Tumor heterogeneity and its drivers impair tumor progression and cancer therapy. Single-cell RNA sequencing is used to investigate the heterogeneity of tumor ecosystems. However, most methods of scRNA-seq amplify the termini of polyadenylated transcripts, making it challenging to perform total RNA analysis and somatic mutation analysis.
Researchers at the Zhejiang University School of Medicine have developed a high-throughput and high-sensitivity method called snHH-seq, which combines random primers and a preindex strategy in the droplet microfluidic platform. This innovative method allows for the detection of total RNA in single nuclei from clinically frozen samples. A robust pipeline to facilitate the analysis of full-length RNA-seq data is also established. snHH-seq is applied to more than 730 000 single nuclei from 32 patients with various tumor types. The pan-cancer study enables it to comprehensively profile data on the tumor transcriptome, including expression levels, mutations, splicing patterns, clone dynamics, etc. New malignant cell subclusters and exploring their specific function across cancers are identified. Furthermore, the malignant status of epithelial cells is investigated among different cancer types with respect to mutation and splicing patterns. The ability to detect full-length RNA at the single-nucleus level provides a powerful tool for studying complex biological systems and has broad implications for understanding tumor pathology.

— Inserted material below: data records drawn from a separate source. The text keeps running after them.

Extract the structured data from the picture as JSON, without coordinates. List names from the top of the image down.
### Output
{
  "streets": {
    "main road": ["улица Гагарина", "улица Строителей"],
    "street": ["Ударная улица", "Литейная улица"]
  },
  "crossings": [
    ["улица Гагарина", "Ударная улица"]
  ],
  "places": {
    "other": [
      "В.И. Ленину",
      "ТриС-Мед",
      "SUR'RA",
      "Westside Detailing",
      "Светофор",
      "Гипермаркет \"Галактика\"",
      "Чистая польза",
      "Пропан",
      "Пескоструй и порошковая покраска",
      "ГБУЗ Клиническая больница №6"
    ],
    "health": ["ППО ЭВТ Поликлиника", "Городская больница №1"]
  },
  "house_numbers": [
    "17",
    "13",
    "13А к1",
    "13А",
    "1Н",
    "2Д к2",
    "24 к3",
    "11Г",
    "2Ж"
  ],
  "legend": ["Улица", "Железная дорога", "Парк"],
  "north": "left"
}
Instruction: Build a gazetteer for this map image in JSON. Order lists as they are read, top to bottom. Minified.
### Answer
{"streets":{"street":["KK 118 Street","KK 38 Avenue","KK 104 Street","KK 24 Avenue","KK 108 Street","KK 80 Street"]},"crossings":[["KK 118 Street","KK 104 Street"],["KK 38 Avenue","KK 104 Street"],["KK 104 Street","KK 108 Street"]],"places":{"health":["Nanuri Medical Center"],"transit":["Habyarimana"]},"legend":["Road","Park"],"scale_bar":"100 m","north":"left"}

Workflow and evaluation of snHH-Seq
a) A schematic of the basic workflow for snHH-seq. b) Nuclei overloading boosts the percentage of droplets filled with nuclei. Nucleus concentration: ≈1000 000 nuclei mL−1, 4000 000 nuclei mL−1, 8000 000 nuclei mL−1. c) Expected collision rate as a function of the nuclei loading concentration for snHH-seq with different numbers of round1 barcodes. b,c) The line delineates the mean value, and the shading indicates the 95% confidence interval (CI). d) Scatter plot of human-mouse mix test using snHH-seq (48 preindex barcodes, load with ≈1000 000 nuclei mL−1, 50 µL droplet). Blue dots indicate human-specific cells; red dots indicate mouse-specific cells. Only 0.79% (purple dots) are human-mouse mixed cells. e) Saturation analysis of snHH-seq, 10X Chromium V3 and VASA-drop. The number of genes detected per nucleus when downsampling total read counts to the indicated depths. f) Read coverage along the gene body for snHH-seq, 10X Chromium V3, and VASA-drop.